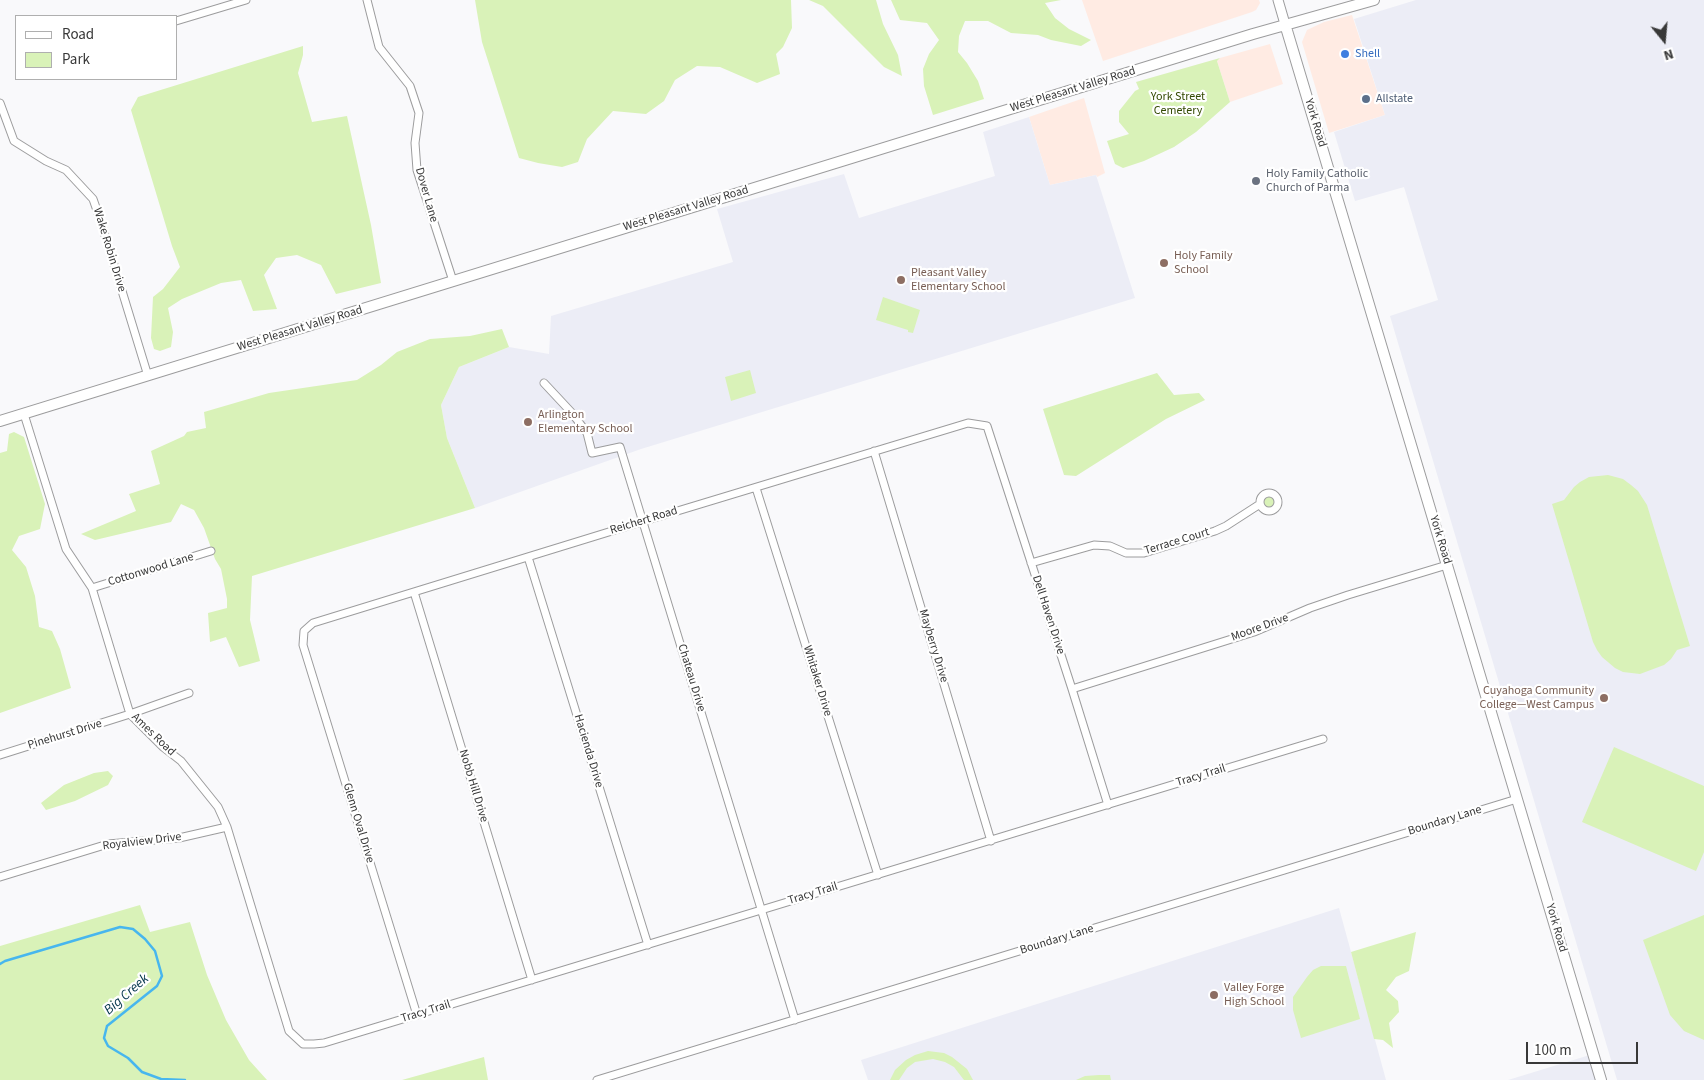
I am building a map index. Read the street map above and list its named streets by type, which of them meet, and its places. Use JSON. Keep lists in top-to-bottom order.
{
  "streets": {
    "main road": ["West Pleasant Valley Road", "York Road"],
    "street": [
      "Dover Lane",
      "Wake Robin Drive",
      "Reichert Road",
      "Terrace Court",
      "Cottonwood Lane",
      "Dell Haven Drive",
      "Moore Drive",
      "Mayberry Drive",
      "Chateau Drive",
      "Whitaker Drive",
      "Pinehurst Drive",
      "Ames Road",
      "Hacienda Drive",
      "Tracy Trail",
      "Nobb Hill Drive",
      "Boundary Lane",
      "Glenn Oval Drive",
      "Royalview Drive"
    ]
  },
  "crossings": [
    ["West Pleasant Valley Road", "York Road"],
    ["West Pleasant Valley Road", "Dover Lane"],
    ["West Pleasant Valley Road", "Wake Robin Drive"],
    ["West Pleasant Valley Road", "Ames Road"],
    ["York Road", "Moore Drive"],
    ["York Road", "Boundary Lane"],
    ["Reichert Road", "Dell Haven Drive"],
    ["Reichert Road", "Mayberry Drive"],
    ["Reichert Road", "Chateau Drive"],
    ["Reichert Road", "Whitaker Drive"],
    ["Reichert Road", "Hacienda Drive"],
    ["Reichert Road", "Nobb Hill Drive"],
    ["Reichert Road", "Glenn Oval Drive"],
    ["Terrace Court", "Dell Haven Drive"],
    ["Cottonwood Lane", "Ames Road"],
    ["Dell Haven Drive", "Moore Drive"],
    ["Dell Haven Drive", "Tracy Trail"],
    ["Mayberry Drive", "Tracy Trail"],
    ["Chateau Drive", "Tracy Trail"],
    ["Chateau Drive", "Boundary Lane"],
    ["Whitaker Drive", "Tracy Trail"],
    ["Pinehurst Drive", "Ames Road"],
    ["Ames Road", "Tracy Trail"],
    ["Ames Road", "Royalview Drive"],
    ["Hacienda Drive", "Tracy Trail"],
    ["Tracy Trail", "Nobb Hill Drive"],
    ["Tracy Trail", "Glenn Oval Drive"]
  ],
  "water": ["Big Creek"],
  "parks": ["York Street Cemetery"],
  "places": [
    "Shell",
    "Allstate",
    "Holy Family Catholic Church of Parma",
    "Holy Family School",
    "Pleasant Valley Elementary School",
    "Arlington Elementary School",
    "Cuyahoga Community College—West Campus",
    "Valley Forge High School"
  ],
  "legend": ["Road", "Park"],
  "scale_bar": "100 m",
  "north": "bottom"
}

**Task statement:** What the answer needs is every line from the data above with "Glenn" in it.

**Result:**
      "Glenn Oval Drive",
    ["Reichert Road", "Glenn Oval Drive"],
    ["Tracy Trail", "Glenn Oval Drive"]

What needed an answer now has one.